• **Requirement**
Present each line of the entries below that holds the word "filterUnits".

--*--

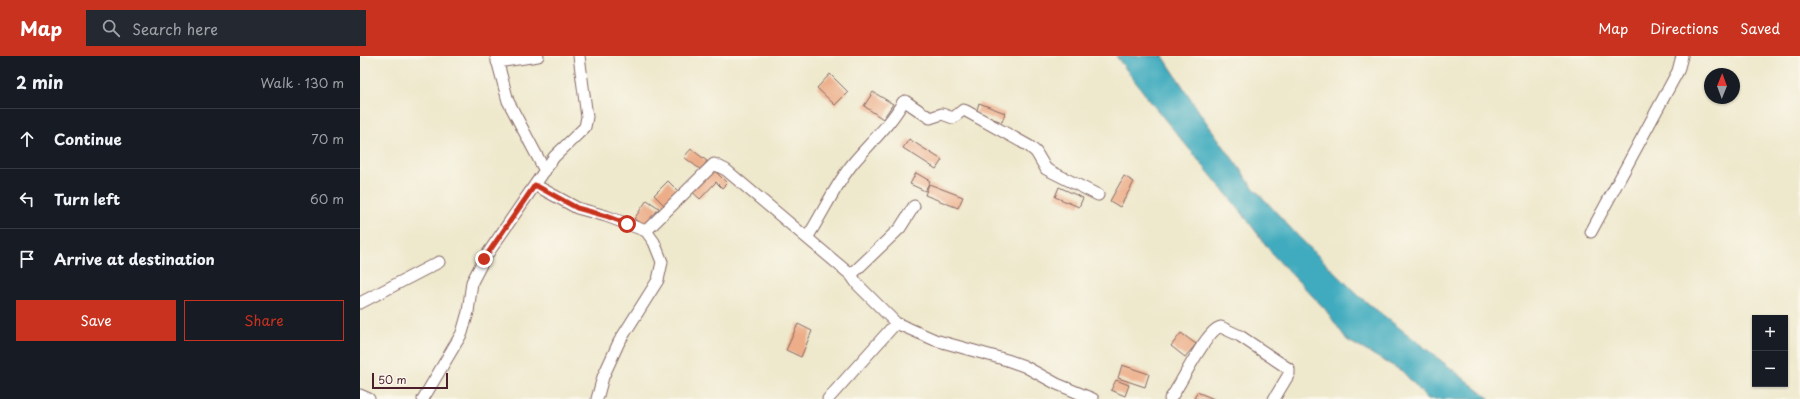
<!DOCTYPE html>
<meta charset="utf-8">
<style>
body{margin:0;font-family:"Playpen Sans",sans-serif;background:#242831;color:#f1f3f6}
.controls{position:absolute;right:12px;bottom:12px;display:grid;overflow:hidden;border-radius:0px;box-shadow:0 1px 3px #0004}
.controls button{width:36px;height:36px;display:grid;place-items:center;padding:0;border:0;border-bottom:1px solid #363941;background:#171b24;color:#f1f3f6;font:20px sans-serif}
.compass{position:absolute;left:1344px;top:12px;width:36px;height:36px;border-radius:50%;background:#171b24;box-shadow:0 1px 3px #0004;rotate:1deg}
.scale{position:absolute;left:12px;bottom:10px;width:76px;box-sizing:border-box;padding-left:4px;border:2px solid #4a1f2b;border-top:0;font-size:11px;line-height:14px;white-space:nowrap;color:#4a1f2b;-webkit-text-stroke:3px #fbf7ec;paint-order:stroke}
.stop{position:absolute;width:12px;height:12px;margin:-9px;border:3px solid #c8321e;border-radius:50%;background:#fff}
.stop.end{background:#c8321e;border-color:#fff;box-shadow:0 1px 4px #0008}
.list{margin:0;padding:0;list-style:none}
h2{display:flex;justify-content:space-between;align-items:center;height:52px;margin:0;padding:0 16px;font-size:17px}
h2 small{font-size:13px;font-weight:400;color:#9ea1a6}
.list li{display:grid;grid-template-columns:26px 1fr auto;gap:12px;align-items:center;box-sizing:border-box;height:60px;padding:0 16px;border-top:1px solid #363941}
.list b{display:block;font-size:15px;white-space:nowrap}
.list em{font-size:13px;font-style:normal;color:#9ea1a6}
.actions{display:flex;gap:8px;padding:12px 16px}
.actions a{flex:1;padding:9px 0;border:1px solid #c8321e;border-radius:0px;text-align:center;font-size:14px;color:#c8321e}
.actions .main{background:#c8321e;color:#fff}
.icon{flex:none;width:22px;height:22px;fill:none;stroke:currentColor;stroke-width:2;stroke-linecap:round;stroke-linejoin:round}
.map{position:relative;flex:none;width:1440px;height:343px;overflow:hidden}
header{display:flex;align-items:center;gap:24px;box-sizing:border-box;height:56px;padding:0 20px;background:#c8321e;color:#fff}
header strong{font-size:19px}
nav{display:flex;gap:22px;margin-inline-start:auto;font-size:14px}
.search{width:280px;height:36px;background:#242831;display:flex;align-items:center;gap:10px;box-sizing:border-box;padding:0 14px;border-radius:0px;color:#9ea1a6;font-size:15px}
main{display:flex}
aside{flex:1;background:#171b24}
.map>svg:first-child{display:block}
.water{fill:#3fabbe;stroke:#446574}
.building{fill:#ecad88}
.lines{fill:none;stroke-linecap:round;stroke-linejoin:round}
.street-casing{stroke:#836563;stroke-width:13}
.street{stroke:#fff;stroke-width:11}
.route{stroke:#c8321e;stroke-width:5}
</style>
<header>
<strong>Map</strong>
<div class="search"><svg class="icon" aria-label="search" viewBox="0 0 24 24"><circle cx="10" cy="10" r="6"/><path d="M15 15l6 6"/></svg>Search here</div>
<nav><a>Map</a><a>Directions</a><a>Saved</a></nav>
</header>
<main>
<aside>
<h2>2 min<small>Walk · 130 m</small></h2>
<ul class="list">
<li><svg class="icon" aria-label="ahead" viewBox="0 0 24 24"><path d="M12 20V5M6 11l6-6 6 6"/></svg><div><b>Continue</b></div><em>70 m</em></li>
<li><svg class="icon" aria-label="left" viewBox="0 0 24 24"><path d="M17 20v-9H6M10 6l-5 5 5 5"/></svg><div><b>Turn left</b></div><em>60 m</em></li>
<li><svg class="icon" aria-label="arrive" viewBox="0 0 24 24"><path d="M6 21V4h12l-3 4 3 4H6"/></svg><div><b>Arrive at destination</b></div></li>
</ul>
<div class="actions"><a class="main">Save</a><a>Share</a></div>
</aside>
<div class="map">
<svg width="1440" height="343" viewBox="0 0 1440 343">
<rect width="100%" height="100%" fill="#fbf7ec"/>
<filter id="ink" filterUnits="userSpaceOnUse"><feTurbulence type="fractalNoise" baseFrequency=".025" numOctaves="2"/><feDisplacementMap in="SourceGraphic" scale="8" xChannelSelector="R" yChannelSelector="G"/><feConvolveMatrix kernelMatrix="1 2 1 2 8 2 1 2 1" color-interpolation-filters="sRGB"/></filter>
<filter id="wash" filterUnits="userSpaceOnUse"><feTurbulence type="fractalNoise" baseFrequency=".012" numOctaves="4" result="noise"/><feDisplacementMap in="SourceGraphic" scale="16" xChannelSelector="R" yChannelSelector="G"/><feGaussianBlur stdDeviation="0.9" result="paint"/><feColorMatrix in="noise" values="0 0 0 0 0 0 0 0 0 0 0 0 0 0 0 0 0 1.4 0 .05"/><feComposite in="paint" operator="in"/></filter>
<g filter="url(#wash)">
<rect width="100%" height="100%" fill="#eee8cc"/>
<path class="water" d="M756 0H803L842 60 892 130 938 180 1000 241 1130 343H1068L1042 315 987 284 965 253 914 200 882 157 793 49Z"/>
<g id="blocks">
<path class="building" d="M470 18 488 36 475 49 457 32Z
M513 36 533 48 523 63 504 50Z
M619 47 645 57 642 66 616 57Z
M549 83 582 104 576 113 543 92Z
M331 93 347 105 341 114 324 101Z
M350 110 367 127 362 132 356 126 340 143 328 132Z
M556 117 570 125 565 135 550 128Z
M764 120 774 126 760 151 750 145Z
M308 125 319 136 305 150 294 139Z
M569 128 603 141 598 152 565 139Z
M699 131 723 142 719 151 695 141Z
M287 144 299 152 286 171 274 163Z
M438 268 452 275 441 301 426 294Z
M821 277 836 288 825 301 811 290Z
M762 309 789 318 785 331 758 322Z
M756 324 769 329 765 340 751 334Z
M837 336 854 343H834Z"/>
</g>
</g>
<g filter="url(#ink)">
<use href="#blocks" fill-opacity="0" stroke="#836563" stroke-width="1"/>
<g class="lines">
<g class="street-casing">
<path id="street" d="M136 0 148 45 185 115
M137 6 178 0
M175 129 217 152 246 160 286 175 294 186 302 206 298 224 259 286 243 321 237 343
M286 175 354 108 366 114 491 219 498 229 536 267
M1231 176 1318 15 1322 0
M447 182C463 157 475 129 494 106 511 86 530 69 543 46L545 45 570 62 582 58 593 62 603 54 606 55 669 90 676 96 686 113 738 139
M491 219 540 172 554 150
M0 247 79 206
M0 339 9 343
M63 343 102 277 108 256 112 226 124 203 194 101 225 71 227 61 219 0
M468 343 536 267 575 284 647 304 664 310 697 328 733 343
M810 343C821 329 847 272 861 271L880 280 929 313V318L914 343"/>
</g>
<use href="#street" class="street"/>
</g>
</g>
<g class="lines" filter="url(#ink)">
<path class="route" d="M124 203 175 129 217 152 246 160 267 168"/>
</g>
</svg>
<div class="controls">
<button>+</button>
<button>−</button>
</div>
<svg class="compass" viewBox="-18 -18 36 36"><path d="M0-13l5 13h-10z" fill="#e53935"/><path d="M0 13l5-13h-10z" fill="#9ea1a6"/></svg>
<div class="scale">50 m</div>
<div class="stop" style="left:267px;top:168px"></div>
<div class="stop end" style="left:124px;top:203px"></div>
</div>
</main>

--*--

• **Answer for the task**
<filter id="ink" filterUnits="userSpaceOnUse"><feTurbulence type="fractalNoise" baseFrequency=".025" numOctaves="2"/><feDisplacementMap in="SourceGraphic" scale="8" xChannelSelector="R" yChannelSelector="G"/><feConvolveMatrix kernelMatrix="1 2 1 2 8 2 1 2 1" color-interpolation-filters="sRGB"/></filter>
<filter id="wash" filterUnits="userSpaceOnUse"><feTurbulence type="fractalNoise" baseFrequency=".012" numOctaves="4" result="noise"/><feDisplacementMap in="SourceGraphic" scale="16" xChannelSelector="R" yChannelSelector="G"/><feGaussianBlur stdDeviation="0.9" result="paint"/><feColorMatrix in="noise" values="0 0 0 0 0 0 0 0 0 0 0 0 0 0 0 0 0 1.4 0 .05"/><feComposite in="paint" operator="in"/></filter>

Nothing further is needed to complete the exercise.